What To Do With "Data"

Two years or so ago, I went to the doctor. I’d like to come up with something poetic to say about why, but it was pretty simple.

I felt like shit.

Naturally, I surmised that years of medical school, training, and real life experience treating thousands of patients would help Doctor Sharma to come up with a good path forward for me. I wanted to feel better, and I wanted to do what it took to feel better.

Dr. Sharma listened to me patiently, and promptly order a “comprehensive” blood panel. We were going to get to the bottom of it! They drew what seemed like an infinite number of vials of my blood and sent them off to a lab for analysis.

Weeks later, the results were in. I dutifully went to my follow up appointment, ready to finally find out what was “wrong” so I could fix it.

Dr. Sharma looked at my chart dispassionately.

“You’re low in vitamin D, I’ll prescribe you a high dose of Vitamin D”.

“That’s it?” I asked, incredulously.

“That’s it, you’re fine, maybe you should work out more.” she demurred.

“I work out five times a week, are you saying I should do six?” I stammered. She looked confused.

“Maybe you should eat some more vegetables” she added.


When we go to make decisions, we’re always weighing subjective and objective factors. In my case, the subjective was easy: I felt like shit. So I went in search of data to explain why. I didn’t get any kind of explanation in that moment.

Another way of looking at what I did was to look to confirm what I already thought. After all, I felt pretty sure of how I felt, and no data was really going to tell me otherwise. It’s not an entirely wrong approach to take, but it is important to think about, what will you do when the data doesn’t match your subjective take of what is going on.

Lately, when I swim by myself, I’ve renegotiated my relationship with the most important “data” collection anyone does in a swimming pool. At either end of where I swim, a red glowing LED all-knowing entity known as a “pace clock” tells me how I’m doing.

Much like Arnold Schwarzenegger’s character from “The Terminator”, it has the following characteristics:

It can’t be bargained with

It can’t be reasoned with

It doesn’t feel pity, remorse or fear

And it absolutely will not stop.

It just ticks on. Sometimes it tells me what I want to hear, that I’m doing well. Sometimes it doesn’t. There are moments when I push off and feel as if I’m floating on a wondrous cloud. Then the clock brings me back down to earth: just another rep that’s roughly the same as all the other reps you usually do.

So as I previewed, I’ve renegotiated. I don’t dutifully pray to the LED god every time my hand touches the wall. Most of the time, I give the clock no heed. Go ahead and ask me how it feels.

IT FEELS GREAT.

What I’ve realized is that at any given time you can only focus on so much. I was giving a lot of my attention over to processing how fast each repetition I was doing was. What that meant was that I had scant attention left over for everything else I was trying to accomplish every time I pushed off a wall.

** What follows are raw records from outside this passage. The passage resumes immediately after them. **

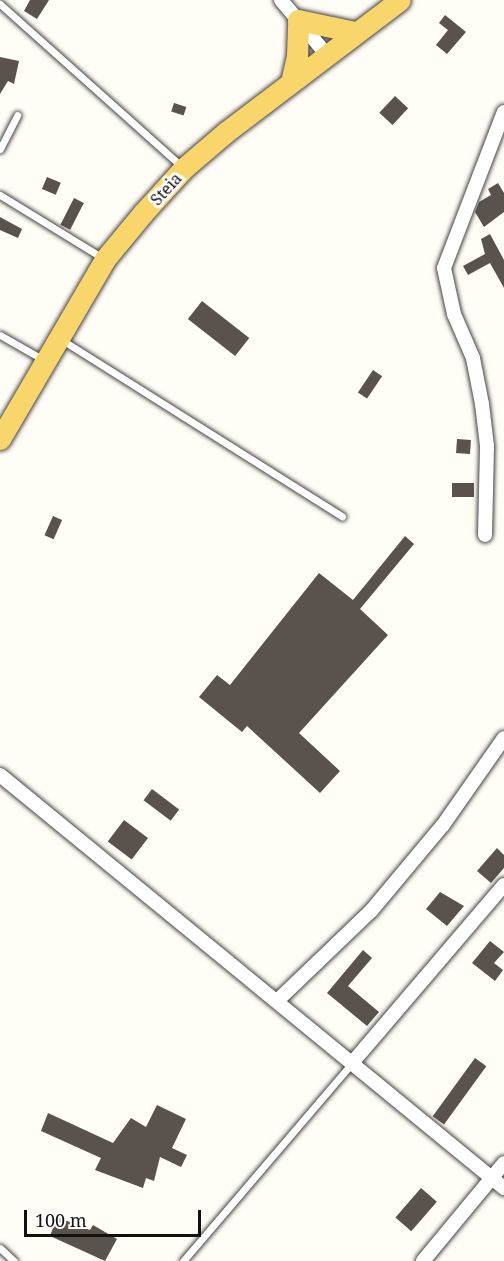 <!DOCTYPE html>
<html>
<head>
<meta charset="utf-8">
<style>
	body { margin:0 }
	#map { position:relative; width:504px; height:1261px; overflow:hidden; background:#fffdf5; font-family:"Noto Serif",serif }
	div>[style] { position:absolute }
	.building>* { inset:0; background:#5a524d; transform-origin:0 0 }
	.roads { filter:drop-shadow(0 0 2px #444) drop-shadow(0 0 2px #444) }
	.service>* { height:7px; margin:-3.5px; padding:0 3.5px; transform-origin:3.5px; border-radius:3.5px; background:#fff }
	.minor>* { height:14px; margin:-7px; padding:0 7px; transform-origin:7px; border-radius:7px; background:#fff }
	.primary>* { height:21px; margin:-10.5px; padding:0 10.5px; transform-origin:10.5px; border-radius:10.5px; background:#f9d66b }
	span { translate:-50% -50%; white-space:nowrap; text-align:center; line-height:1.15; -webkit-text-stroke:6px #fff; paint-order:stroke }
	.street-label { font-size:16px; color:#111 }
	.scale { position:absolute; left:24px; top:1210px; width:177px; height:27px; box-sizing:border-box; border:3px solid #111; border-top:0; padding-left:8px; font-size:18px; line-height:21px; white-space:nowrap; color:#111; -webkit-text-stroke:4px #fff; paint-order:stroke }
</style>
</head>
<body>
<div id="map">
	<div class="building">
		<div style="clip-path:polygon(30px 0,49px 0,37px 19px,24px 11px)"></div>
		<div style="clip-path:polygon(445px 15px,466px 32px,447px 54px,436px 45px,448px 30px,439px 23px)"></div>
		<div style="clip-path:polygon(0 57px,19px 61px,14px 84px,8px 81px,0 94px)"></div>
		<div style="left:395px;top:96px;width:18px;height:23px;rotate:43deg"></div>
		<div style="left:174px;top:103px;width:13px;height:9px;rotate:18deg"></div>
		<div style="left:47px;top:177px;width:15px;height:13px;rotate:23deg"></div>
		<div style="clip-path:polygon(498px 183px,504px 193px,504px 212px,484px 227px,475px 212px,479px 202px,491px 195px,488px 189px)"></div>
		<div style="left:74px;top:198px;width:11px;height:30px;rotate:27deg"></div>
		<div style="clip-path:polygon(0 217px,22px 229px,18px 238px,0 230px)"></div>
		<div style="clip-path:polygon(490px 234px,504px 260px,504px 288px,490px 263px,468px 275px,463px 266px,485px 254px,481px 239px)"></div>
		<div style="left:202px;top:301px;width:60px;height:23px;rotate:38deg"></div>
		<div style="left:373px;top:370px;width:11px;height:27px;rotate:34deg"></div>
		<div style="left:457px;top:439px;width:14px;height:14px;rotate:4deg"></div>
		<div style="left:452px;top:483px;width:22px;height:14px"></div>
		<div style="left:53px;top:516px;width:10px;height:21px;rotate:24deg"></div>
		<div style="clip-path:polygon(405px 536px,414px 544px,360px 609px,388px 635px,299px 733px,340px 771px,320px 793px,247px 726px,242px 732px,199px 697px,217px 675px,230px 685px,319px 573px,353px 600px)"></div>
		<div style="left:152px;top:789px;width:34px;height:14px;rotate:37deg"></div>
		<div style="left:124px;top:820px;width:30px;height:27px;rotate:37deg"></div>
		<div style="clip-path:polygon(497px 848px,504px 855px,504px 868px,491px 883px,477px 871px)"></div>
		<div style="clip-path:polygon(440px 892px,464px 906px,447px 926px,426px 909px)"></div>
		<div style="clip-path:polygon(490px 941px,504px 952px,494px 963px,503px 970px,495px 981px,472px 963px)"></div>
		<div style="clip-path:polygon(363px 950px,372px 958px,348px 986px,379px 1012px,367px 1026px,327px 993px)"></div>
		<div style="left:475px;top:1058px;width:14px;height:72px;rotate:36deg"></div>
		<div style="clip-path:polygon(157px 1105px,186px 1119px,172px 1148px,187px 1155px,181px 1167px,160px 1157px,154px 1181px,146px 1178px,143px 1188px,95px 1170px,101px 1158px,41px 1131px,48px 1113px,113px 1143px,131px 1118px,146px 1127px)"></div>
		<div style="left:421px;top:1188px;width:21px;height:39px;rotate:41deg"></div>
		<div style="clip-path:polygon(57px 1217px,90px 1230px,93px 1225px,117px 1239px,105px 1261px,50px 1236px)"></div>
	</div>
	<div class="roads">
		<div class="service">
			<div style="left:0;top:4px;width:244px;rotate:41.8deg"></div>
			<div style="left:0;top:149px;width:38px;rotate:-63deg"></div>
			<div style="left:0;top:195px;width:121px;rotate:31.5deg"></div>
			<div style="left:0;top:335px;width:48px;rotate:29.7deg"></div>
			<div style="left:62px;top:340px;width:331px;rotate:32.2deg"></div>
			<div style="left:0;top:1248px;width:19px;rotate:43deg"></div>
			<div style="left:183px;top:1261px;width:260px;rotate:-49.5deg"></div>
		</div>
		<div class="minor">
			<div style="left:281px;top:0;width:72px;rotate:50.1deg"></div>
			<div style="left:485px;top:535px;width:89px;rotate:-88.7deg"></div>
			<div style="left:487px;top:446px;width:42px;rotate:-96.8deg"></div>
			<div style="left:482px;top:404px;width:47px;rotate:-101.1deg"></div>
			<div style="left:473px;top:358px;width:48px;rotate:-113.4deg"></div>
			<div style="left:454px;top:314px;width:47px;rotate:-102.3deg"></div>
			<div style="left:444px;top:268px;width:167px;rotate:-69deg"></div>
			<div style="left:0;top:775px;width:652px;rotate:39.33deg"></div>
			<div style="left:277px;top:1001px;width:130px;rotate:-43.8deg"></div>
			<div style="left:371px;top:911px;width:112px;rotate:-50.1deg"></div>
			<div style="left:443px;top:825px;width:106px;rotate:-55deg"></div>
			<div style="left:352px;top:1063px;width:234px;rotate:-49.5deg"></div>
			<div style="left:423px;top:1261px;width:127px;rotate:-50.4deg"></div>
		</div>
		<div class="primary">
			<div style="left:291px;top:82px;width:28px;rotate:-77deg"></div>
			<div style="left:297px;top:55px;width:35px;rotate:-88deg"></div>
			<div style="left:298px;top:20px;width:58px;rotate:11.9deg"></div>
			<div style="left:0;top:439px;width:208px;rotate:-59.7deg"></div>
			<div style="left:105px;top:259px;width:60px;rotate:-50.4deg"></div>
			<div style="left:143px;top:213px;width:61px;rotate:-47.7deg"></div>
			<div style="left:184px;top:168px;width:55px;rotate:-40.6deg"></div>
			<div style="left:226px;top:132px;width:218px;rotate:-37.2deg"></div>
		</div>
	</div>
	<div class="street-label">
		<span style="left:166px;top:189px;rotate:-48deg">Steia</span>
	</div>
	<div class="scale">100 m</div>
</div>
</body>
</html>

So I’ve found more brain power to consider how I’m swimming, where my limbs are at any given time, and how my body is actually moving from one end to the other. I’m having fun trying things that I would have otherwise dismissed as they were likely, in the short term, to earn me a quick reprimand from the pace clock.

Every so often, I still do a “spot” check for quality. I make a quick apology to the clock, ask it to remind me of what time it is, and push off. Then I look again whenever I’m done.

What I’ve found, consistently is that I’m going much faster than I think. Checking in on my “data” less often has allowed me to actually make progress, in real quantifiable terms, faster than if I was constantly checking.


I get my blood drawn every six months now. A few days later, I have several pages of data to pour over with my new doctor. I didn’t accept the first opinion to “work out more” and take a ridiculous amount of Vitamin D. So I have someone else guiding me on how to square the numbers I have on the page with my subjective account of how I actually feel.

Swimming is a sport where all roads tend to lead to a quantifiable outcome. We’re almost all striving for times on the clock. That can lead us to reduce and simplify. If the clock is what we want to improve, let’s do as much measuring with the clock as possible.

The clock, despite my jokes, is not all-knowing. If you cut yourself off from the subjective experience of being in the water, feeling immersed in that foreign environment, then you’re missing out on half of what you need to make effective decisions on what to do next.

That becomes even more crucial as I swim by myself and have to attempt to “coach” myself. The ideal set up is to have someone else who can constantly help you synthesize your subjective experience and data (clock and otherwise) into gradual improvement of decision making.

Now, I shudder already at the response of anyone reading this and jumping to the conclusion that I believe everyone should shut the clocks off and run practice with no “data”. Don’t mess with success, baby! That’s my motto, but maybe, just maybe, reconsider whether devoting as much attention as you have to that ticking mess is actually the best way to improve the way you swim.